High-Entropy NASICON Phosphates (Na 3 M 2 (PO 4 ) 3 and NaMPO 4 O x , M = Ti, V, Mn, Cr, and Zr) for Sodium Electrochemistry.

High-entropy materials, with complex compositions and unique cocktail characteristics, have recently drawn significant attention. Additionally, a family of sodium super ion conductors (NASICONs)-structured phosphates in energy storage areas shows a comprehensive application for traditional alkaline ion batteries and, in particular, solid-state electrolytes. However, there is no precedent in fabricating this kind of NASICON-type high-entropy phase. Here, we report the successful fabrication of two well-crystallized high-entropy phosphates, namely, Na 3 (Ti 0.2 V 0.2 Mn 0.2 Cr 0.2 Zr 0.2 ) 2 (PO 4 ) 3 (HE-N 3 M 2 P 3 ) and Na(Ti 0.2 V 0.2 Mn 0.2 Cr 0.2 Zr 0.2 ) 2 PO 4 O x (HE-NMP). The prepared materials in which the transition metals (TMs) of Ti, V, Mn, Cr, and Zr occupy the same 12c Wykoff position can form a structure analogous to R 3̅ c Na 3 V 2 (PO 4 ) 3 that is carefully determined by X-ray diffraction, neutron diffraction, and transmission electron microscopy.

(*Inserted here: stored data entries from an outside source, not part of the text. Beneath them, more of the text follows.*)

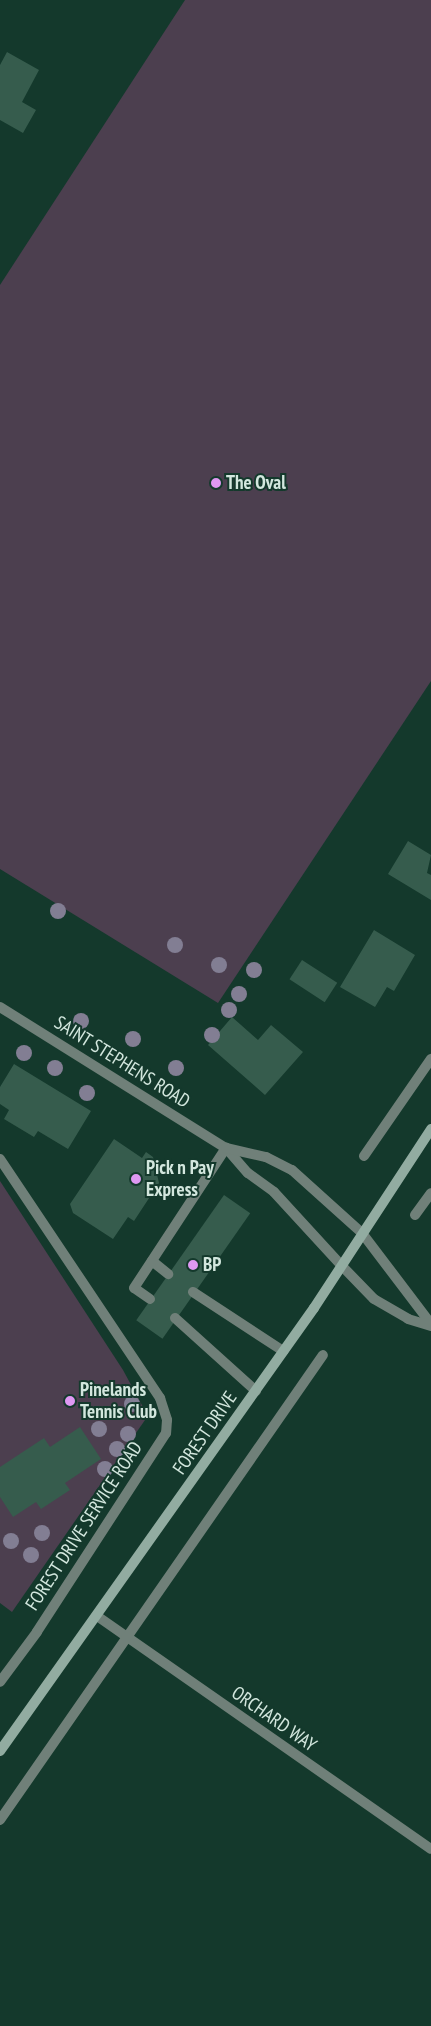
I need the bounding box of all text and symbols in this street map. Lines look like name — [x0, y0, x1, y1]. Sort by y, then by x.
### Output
place label: The Oval — [226, 472, 286, 494]
marker: The Oval — [210, 477, 222, 489]
street label: SAINT STEPHENS ROAD — [50, 1011, 194, 1113]
place label: Pick n Pay Express — [146, 1157, 214, 1201]
marker: Pick n Pay Express — [130, 1173, 142, 1185]
place label: BP — [203, 1254, 221, 1276]
marker: BP — [187, 1259, 199, 1271]
place label: Pinelands Tennis Club — [80, 1379, 157, 1423]
street label: FOREST DRIVE — [168, 1387, 242, 1479]
marker: Pinelands Tennis Club — [64, 1395, 76, 1407]
street label: FOREST DRIVE SERVICE ROAD — [21, 1437, 147, 1615]
street label: ORCHARD WAY — [227, 1681, 321, 1757]

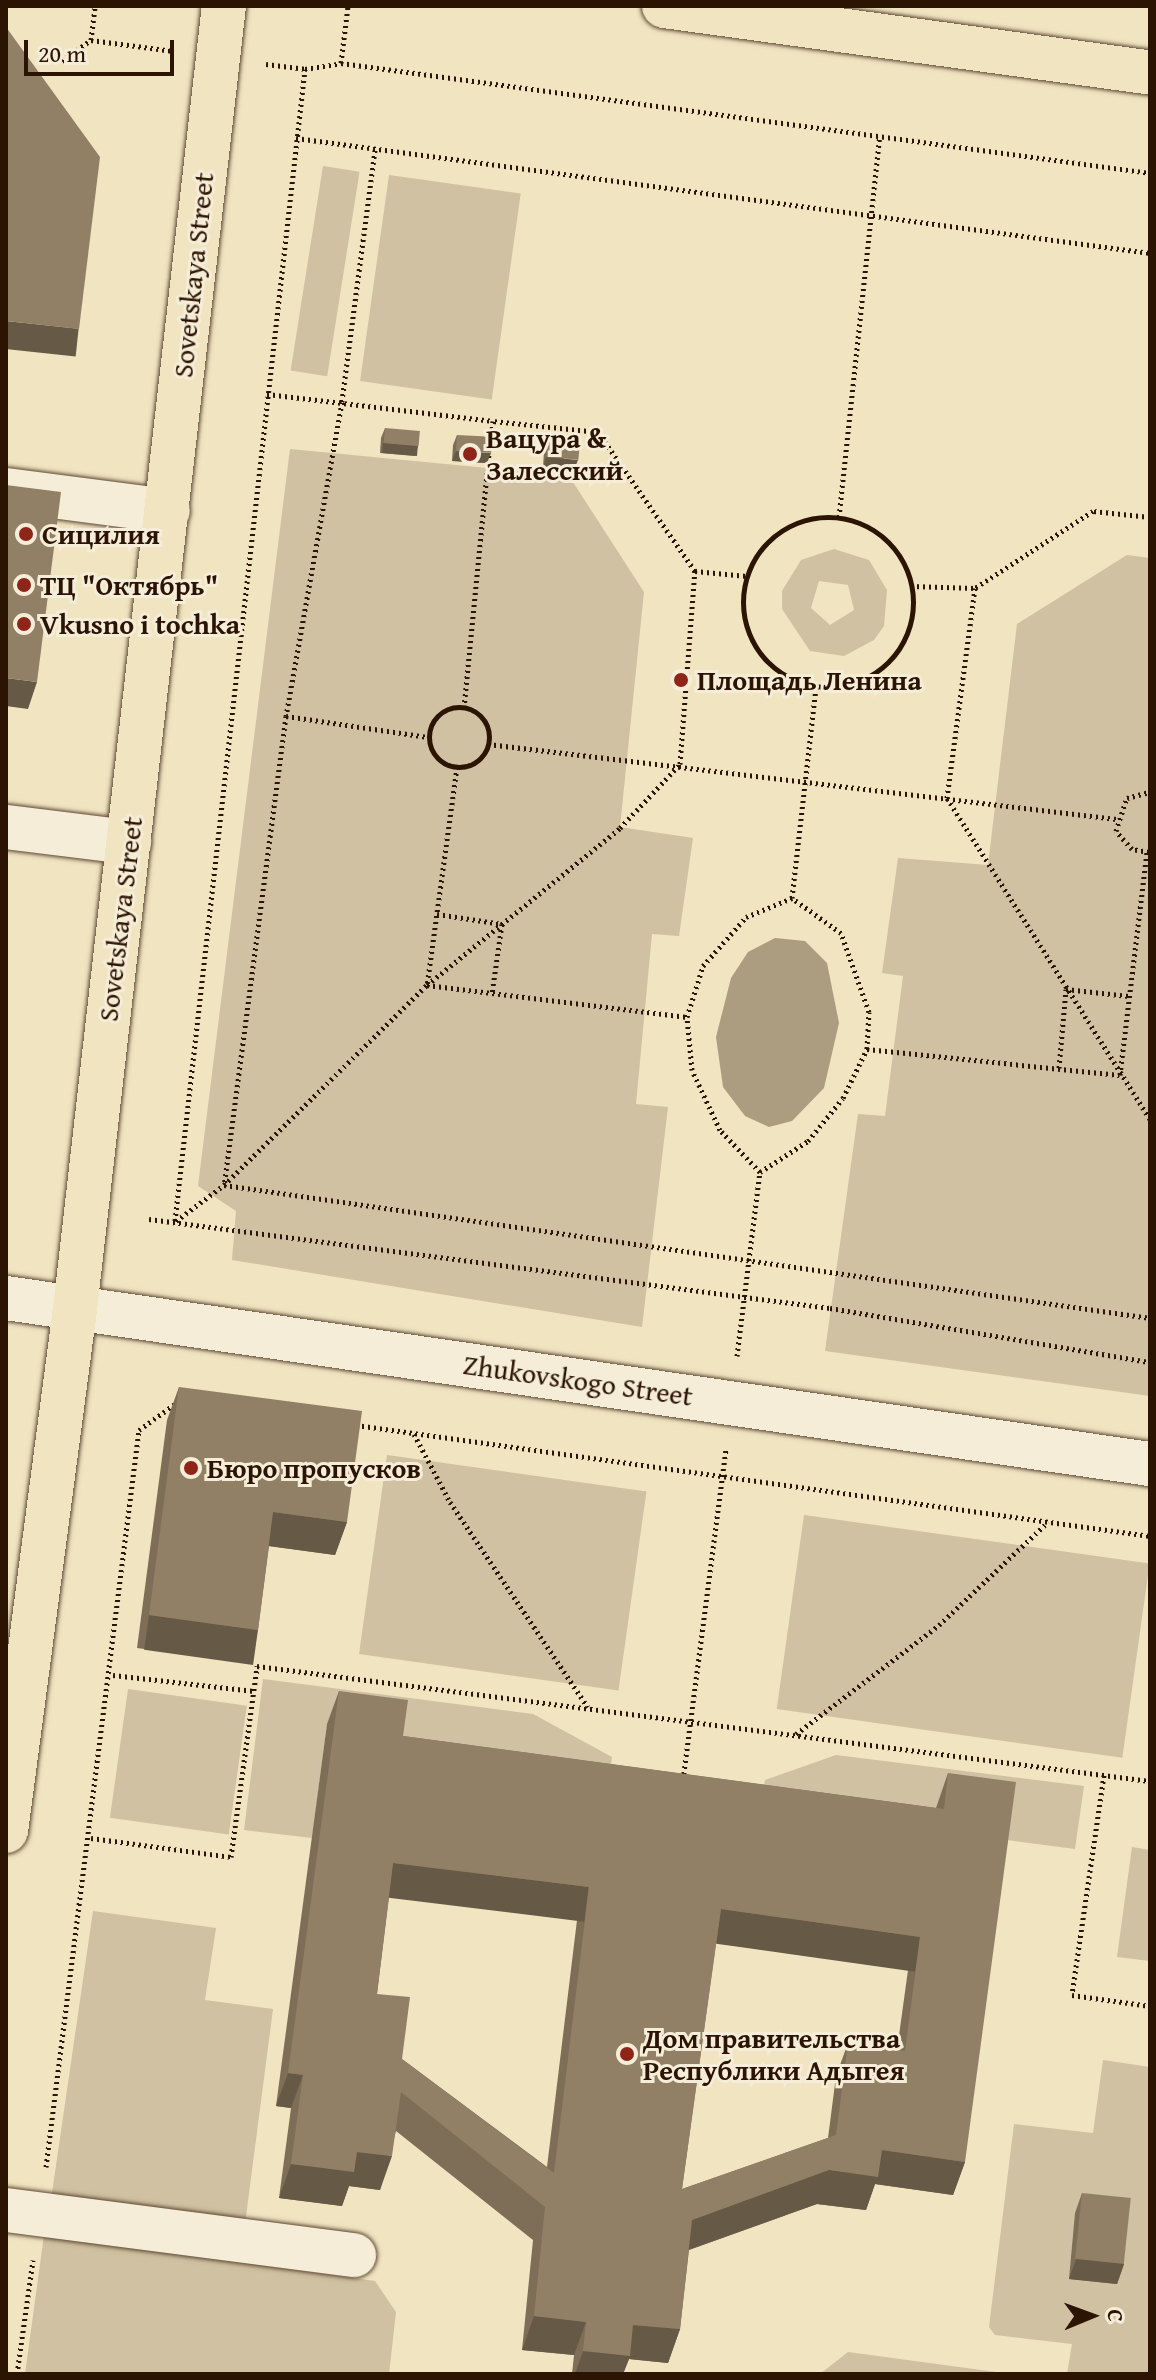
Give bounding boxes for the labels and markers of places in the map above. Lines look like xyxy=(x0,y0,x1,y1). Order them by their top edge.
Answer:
place label: Вацура & Залесский xyxy=(486,421,623,487)
marker: Вацура & Залесский xyxy=(461,445,479,463)
place label: Сицилия xyxy=(42,517,160,551)
marker: Сицилия xyxy=(17,525,35,543)
place label: ТЦ "Октябрь" xyxy=(40,568,218,602)
marker: ТЦ "Октябрь" xyxy=(15,576,33,594)
place label: Vkusno i tochka xyxy=(40,607,240,641)
marker: Vkusno i tochka xyxy=(15,615,33,633)
place label: Площадь Ленина xyxy=(697,663,922,697)
marker: Площадь Ленина xyxy=(672,671,690,689)
place label: Бюро пропусков xyxy=(207,1451,421,1485)
marker: Бюро пропусков xyxy=(182,1459,200,1477)
place label: Дом правительства Республики Адыгея xyxy=(643,2021,904,2087)
marker: Дом правительства Республики Адыгея xyxy=(618,2045,636,2063)

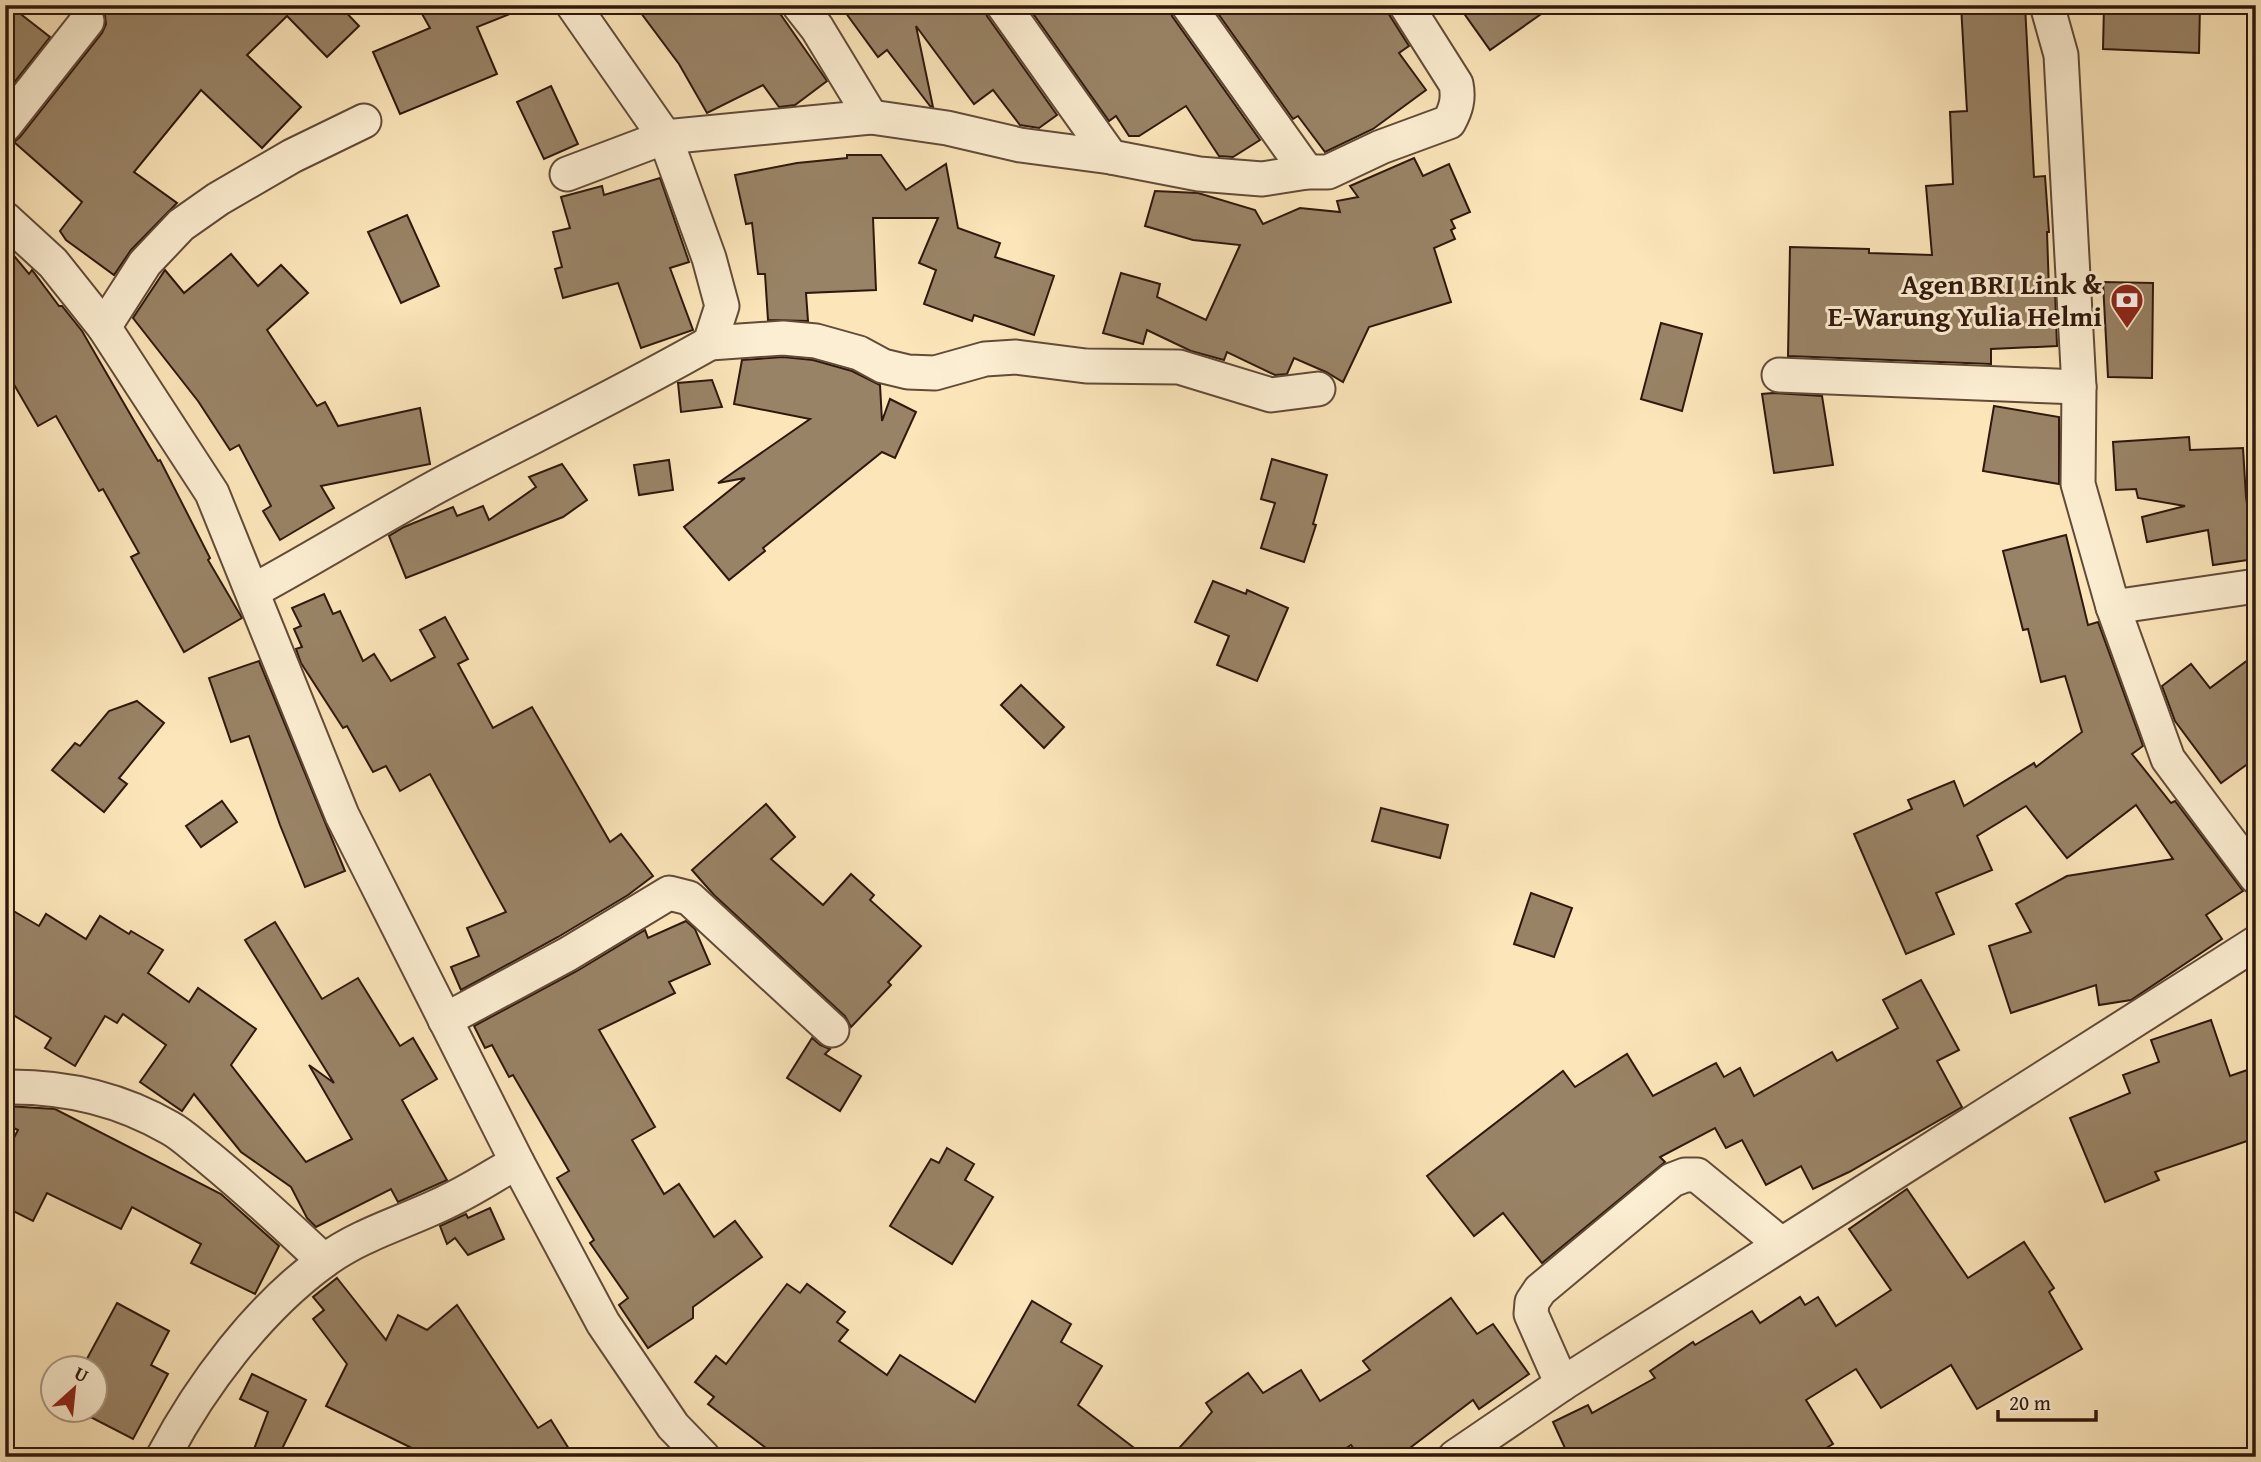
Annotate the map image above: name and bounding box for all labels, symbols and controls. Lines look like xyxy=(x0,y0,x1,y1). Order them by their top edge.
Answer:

Further, their performance for sodium ion batteries and sodium-based solid-state electrolytes was evaluated. The HE-N 3 M 2 P 3 might exhibit a promising electrochemical performance for sodium storage in terms of its structure resembling that of Na 3 V 2 (PO 4 ) 3 . Meanwhile, the HE-NMP shows considerable electrochemical activity with numerous broad redox ranges during extraction and insertion of Na + , related to the coexistence of several TM elements. The evaluated temperature-dependent ionic conductivity for HE-NMP solid electrolyte varies from 10 -6 to 10 -5 S cm -1 from room temperature to 398.15 K, offering high potential for energy storage applications as a new high-entropy system.